▶ [Work required]: Report each line of the listing that carries the word "linejoin".

▶ [Dataset entries]:
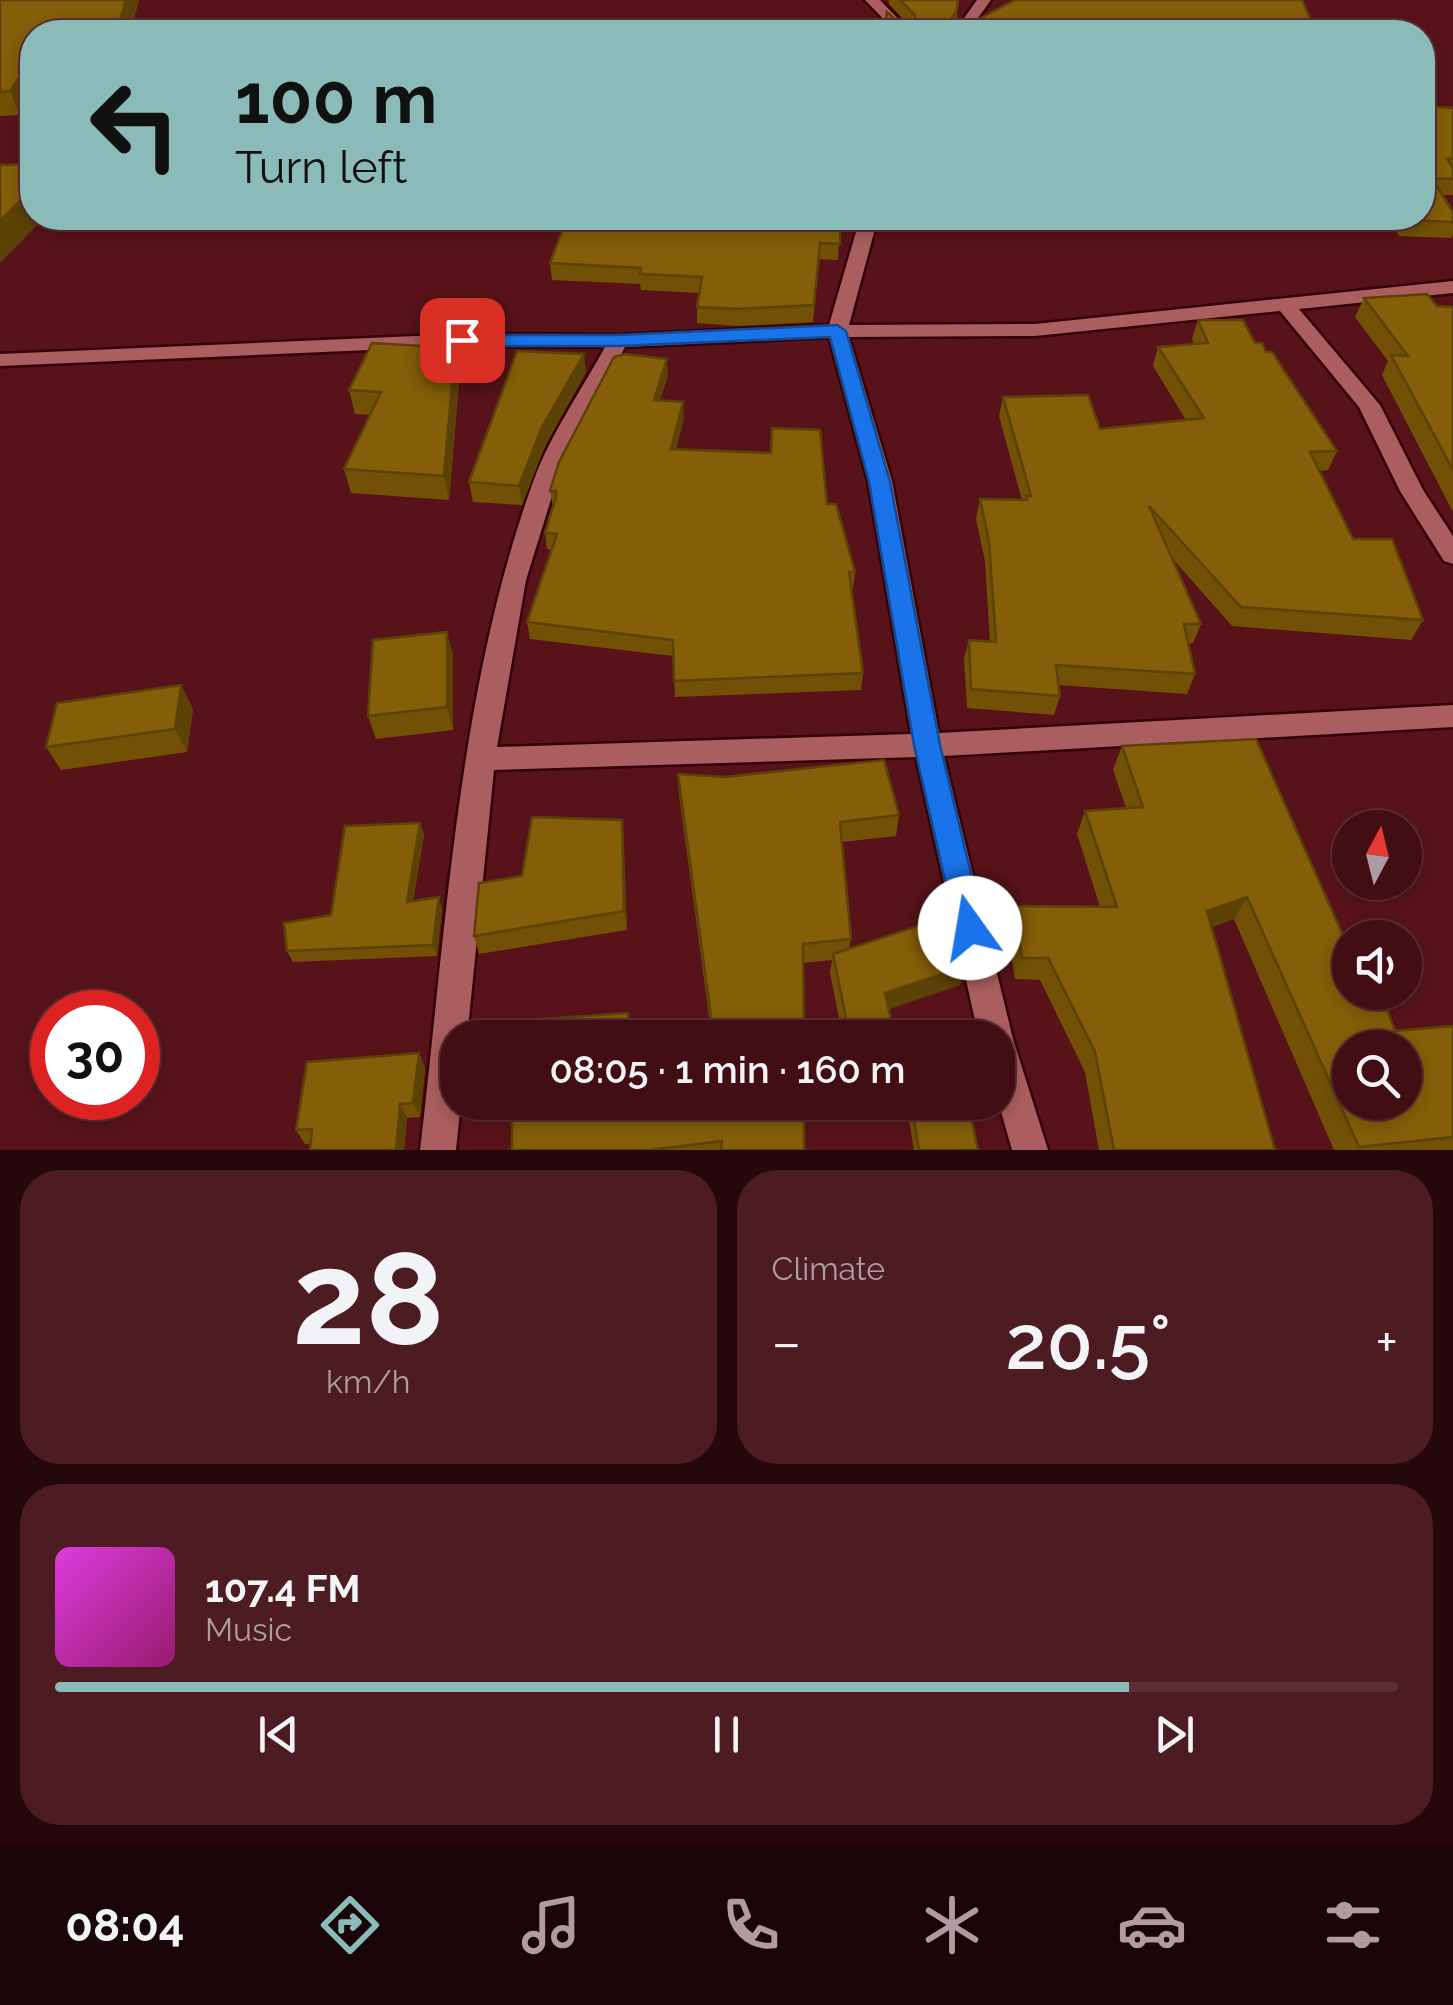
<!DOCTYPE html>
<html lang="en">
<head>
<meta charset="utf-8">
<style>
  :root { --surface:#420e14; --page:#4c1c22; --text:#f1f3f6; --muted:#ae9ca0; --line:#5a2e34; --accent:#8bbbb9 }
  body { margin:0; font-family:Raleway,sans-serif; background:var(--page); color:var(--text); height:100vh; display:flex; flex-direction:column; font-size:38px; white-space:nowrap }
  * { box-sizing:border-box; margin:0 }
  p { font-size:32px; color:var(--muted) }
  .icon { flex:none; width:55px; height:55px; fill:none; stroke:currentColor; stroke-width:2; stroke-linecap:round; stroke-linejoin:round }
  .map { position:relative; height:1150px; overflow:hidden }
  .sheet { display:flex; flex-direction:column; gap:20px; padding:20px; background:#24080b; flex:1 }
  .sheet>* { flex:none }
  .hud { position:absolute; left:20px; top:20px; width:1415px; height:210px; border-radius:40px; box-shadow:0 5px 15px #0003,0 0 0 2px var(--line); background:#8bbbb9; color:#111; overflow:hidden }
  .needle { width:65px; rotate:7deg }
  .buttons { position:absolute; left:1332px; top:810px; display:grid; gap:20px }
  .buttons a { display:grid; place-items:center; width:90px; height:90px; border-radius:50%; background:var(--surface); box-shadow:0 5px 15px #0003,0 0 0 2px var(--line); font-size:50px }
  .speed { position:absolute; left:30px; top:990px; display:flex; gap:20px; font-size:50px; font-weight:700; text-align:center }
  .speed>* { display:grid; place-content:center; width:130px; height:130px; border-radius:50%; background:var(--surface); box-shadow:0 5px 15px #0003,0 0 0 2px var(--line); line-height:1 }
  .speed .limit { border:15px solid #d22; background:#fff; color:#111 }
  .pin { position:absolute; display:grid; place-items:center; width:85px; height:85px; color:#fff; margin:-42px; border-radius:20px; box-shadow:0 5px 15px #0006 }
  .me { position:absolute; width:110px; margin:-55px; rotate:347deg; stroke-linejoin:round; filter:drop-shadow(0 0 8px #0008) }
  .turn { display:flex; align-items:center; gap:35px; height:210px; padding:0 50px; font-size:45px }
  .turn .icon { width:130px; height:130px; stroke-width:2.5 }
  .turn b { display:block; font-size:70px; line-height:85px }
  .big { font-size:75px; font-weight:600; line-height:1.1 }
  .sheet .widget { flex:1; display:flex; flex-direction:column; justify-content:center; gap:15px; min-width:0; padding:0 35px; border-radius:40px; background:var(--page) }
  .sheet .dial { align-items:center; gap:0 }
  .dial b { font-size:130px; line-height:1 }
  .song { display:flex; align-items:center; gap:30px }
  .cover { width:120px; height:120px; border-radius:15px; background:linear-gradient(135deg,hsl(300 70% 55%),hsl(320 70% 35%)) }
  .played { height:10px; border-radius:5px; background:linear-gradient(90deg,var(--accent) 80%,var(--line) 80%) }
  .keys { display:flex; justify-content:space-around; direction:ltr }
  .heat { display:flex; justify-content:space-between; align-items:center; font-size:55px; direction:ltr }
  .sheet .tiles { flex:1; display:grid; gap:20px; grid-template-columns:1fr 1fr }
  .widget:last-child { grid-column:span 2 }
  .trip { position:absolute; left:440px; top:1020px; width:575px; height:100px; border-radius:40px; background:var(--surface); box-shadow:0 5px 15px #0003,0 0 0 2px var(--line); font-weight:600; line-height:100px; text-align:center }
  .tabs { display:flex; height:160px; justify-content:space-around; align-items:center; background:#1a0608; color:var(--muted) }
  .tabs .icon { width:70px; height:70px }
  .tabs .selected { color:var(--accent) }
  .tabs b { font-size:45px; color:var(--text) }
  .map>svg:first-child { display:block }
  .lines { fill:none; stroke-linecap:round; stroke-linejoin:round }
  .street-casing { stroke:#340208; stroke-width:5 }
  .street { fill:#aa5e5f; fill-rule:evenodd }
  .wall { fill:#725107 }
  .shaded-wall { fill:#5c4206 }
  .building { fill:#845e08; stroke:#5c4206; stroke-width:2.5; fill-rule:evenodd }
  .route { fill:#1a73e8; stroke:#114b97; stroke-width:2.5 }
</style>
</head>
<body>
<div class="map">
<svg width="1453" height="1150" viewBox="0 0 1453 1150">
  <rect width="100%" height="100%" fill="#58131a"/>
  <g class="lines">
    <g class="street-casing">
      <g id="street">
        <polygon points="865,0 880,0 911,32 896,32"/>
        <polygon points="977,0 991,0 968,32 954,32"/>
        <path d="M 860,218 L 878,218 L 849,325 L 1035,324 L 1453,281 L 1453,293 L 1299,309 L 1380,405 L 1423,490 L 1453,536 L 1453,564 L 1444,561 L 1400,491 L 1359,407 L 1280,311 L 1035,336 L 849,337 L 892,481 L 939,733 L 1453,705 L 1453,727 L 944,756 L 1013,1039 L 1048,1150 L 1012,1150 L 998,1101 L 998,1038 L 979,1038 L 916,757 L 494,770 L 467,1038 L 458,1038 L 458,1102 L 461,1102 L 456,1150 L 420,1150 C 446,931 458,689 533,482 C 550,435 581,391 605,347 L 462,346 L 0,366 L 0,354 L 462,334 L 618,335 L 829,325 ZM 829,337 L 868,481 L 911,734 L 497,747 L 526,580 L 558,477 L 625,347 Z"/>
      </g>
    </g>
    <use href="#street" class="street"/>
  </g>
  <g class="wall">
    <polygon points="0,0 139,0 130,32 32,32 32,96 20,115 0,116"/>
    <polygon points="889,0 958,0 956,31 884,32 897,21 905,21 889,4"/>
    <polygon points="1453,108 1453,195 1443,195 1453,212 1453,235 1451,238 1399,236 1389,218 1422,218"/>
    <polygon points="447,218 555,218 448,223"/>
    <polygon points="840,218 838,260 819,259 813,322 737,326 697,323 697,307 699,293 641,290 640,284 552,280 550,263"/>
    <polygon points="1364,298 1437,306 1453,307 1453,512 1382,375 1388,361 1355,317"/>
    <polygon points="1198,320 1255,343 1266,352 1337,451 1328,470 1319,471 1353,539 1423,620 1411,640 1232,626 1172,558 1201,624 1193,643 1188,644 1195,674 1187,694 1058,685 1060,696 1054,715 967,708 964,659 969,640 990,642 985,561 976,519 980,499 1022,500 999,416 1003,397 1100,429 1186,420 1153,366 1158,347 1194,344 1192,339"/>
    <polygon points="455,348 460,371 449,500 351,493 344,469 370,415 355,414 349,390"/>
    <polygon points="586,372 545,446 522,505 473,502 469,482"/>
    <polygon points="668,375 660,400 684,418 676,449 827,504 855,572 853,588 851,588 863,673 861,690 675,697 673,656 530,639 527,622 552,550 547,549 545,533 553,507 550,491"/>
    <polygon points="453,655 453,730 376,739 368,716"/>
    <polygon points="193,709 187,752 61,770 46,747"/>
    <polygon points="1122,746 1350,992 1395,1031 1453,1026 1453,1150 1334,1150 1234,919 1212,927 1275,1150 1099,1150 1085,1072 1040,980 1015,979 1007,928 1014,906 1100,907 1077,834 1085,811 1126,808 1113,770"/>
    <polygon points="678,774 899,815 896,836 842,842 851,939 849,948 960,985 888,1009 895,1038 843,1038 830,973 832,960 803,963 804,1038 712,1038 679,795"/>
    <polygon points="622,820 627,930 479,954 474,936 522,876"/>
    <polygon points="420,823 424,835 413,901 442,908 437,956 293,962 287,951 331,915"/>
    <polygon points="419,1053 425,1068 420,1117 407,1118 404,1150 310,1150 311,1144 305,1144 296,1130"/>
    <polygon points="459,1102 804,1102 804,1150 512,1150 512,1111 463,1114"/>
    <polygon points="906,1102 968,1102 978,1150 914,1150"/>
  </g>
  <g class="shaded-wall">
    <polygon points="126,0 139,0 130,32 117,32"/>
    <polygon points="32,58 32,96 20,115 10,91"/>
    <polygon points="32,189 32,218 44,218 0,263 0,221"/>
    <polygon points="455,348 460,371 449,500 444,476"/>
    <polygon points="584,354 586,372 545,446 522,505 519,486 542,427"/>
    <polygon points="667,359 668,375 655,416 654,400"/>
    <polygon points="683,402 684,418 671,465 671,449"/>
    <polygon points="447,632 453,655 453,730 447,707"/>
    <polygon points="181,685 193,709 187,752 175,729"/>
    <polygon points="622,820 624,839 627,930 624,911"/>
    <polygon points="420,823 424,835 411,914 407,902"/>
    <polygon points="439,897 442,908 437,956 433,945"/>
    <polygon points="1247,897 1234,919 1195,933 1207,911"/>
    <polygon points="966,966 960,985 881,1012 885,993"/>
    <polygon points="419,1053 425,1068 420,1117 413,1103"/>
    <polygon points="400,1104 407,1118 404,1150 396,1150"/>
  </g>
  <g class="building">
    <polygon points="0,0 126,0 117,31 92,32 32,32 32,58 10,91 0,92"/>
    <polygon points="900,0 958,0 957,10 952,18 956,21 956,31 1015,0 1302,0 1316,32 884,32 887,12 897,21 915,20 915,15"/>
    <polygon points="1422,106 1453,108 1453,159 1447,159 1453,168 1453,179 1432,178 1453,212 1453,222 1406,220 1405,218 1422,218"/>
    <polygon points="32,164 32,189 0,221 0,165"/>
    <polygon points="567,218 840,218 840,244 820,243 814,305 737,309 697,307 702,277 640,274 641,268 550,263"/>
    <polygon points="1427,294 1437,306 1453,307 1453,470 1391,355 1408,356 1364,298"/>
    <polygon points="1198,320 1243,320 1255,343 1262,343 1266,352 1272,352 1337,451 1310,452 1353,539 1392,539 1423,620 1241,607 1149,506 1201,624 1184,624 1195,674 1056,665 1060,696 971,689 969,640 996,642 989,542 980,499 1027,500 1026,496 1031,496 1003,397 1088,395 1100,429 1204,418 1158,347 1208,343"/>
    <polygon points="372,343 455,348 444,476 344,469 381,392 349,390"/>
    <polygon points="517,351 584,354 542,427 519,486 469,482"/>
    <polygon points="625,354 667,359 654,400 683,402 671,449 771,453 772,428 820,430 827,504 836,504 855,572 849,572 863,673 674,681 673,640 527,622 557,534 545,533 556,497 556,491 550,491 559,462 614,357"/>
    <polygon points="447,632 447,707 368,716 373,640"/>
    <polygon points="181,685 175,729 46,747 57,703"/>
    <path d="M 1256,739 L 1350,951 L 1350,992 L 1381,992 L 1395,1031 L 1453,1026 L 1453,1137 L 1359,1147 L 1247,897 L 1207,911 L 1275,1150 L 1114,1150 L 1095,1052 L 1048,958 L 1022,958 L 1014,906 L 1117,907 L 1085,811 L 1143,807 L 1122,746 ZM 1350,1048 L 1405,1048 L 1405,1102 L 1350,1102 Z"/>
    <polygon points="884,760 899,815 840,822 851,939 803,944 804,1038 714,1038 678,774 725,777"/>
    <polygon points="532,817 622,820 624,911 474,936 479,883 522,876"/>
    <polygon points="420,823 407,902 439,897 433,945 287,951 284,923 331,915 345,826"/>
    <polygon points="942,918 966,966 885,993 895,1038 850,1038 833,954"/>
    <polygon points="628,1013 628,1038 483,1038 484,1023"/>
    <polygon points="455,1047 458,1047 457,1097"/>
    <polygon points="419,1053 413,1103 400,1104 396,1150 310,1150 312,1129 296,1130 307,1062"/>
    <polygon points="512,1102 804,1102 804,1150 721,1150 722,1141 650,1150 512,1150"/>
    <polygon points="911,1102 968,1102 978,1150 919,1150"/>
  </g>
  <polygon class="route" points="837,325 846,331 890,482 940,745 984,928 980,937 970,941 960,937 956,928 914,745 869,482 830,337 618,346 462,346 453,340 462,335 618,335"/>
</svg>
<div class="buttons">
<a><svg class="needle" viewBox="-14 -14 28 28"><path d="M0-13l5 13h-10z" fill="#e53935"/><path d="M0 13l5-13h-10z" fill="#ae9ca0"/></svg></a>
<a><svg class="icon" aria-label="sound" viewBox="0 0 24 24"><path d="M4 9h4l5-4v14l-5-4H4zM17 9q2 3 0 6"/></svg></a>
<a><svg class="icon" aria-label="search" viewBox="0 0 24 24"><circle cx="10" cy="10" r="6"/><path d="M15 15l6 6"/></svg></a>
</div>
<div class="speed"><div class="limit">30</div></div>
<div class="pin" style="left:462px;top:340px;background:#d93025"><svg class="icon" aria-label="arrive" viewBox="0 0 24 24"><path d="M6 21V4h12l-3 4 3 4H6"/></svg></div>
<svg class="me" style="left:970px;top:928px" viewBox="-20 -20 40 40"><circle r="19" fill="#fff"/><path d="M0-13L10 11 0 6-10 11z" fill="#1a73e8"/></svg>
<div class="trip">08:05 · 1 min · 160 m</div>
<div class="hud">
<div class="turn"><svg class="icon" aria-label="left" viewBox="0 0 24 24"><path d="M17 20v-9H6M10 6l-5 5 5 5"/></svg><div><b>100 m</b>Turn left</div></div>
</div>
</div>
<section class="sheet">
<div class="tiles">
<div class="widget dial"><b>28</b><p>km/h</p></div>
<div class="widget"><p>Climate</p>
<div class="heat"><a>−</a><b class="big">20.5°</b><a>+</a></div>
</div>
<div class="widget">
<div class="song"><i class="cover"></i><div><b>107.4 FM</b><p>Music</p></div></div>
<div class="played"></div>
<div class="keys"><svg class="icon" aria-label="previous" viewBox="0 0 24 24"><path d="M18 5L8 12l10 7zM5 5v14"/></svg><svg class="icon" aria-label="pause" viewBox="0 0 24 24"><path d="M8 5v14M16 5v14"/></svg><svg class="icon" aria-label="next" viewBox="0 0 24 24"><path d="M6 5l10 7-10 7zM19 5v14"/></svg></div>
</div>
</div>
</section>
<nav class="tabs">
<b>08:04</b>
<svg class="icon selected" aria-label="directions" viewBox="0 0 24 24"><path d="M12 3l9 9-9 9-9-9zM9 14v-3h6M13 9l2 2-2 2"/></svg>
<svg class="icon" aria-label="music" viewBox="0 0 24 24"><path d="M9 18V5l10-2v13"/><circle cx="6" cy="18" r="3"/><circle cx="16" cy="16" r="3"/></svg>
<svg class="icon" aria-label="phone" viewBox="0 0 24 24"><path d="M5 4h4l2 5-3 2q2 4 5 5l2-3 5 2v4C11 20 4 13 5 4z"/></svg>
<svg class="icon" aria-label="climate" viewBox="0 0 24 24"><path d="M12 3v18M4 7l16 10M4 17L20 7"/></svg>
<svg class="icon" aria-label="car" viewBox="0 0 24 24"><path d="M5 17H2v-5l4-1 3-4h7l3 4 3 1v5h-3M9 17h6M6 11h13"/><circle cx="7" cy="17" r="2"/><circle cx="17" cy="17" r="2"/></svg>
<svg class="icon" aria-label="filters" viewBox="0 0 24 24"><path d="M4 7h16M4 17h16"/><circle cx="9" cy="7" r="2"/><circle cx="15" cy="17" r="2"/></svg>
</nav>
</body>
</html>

▶ [Solution to the exercise]:
  .icon { flex:none; width:55px; height:55px; fill:none; stroke:currentColor; stroke-width:2; stroke-linecap:round; stroke-linejoin:round }
  .me { position:absolute; width:110px; margin:-55px; rotate:347deg; stroke-linejoin:round; filter:drop-shadow(0 0 8px #0008) }
  .lines { fill:none; stroke-linecap:round; stroke-linejoin:round }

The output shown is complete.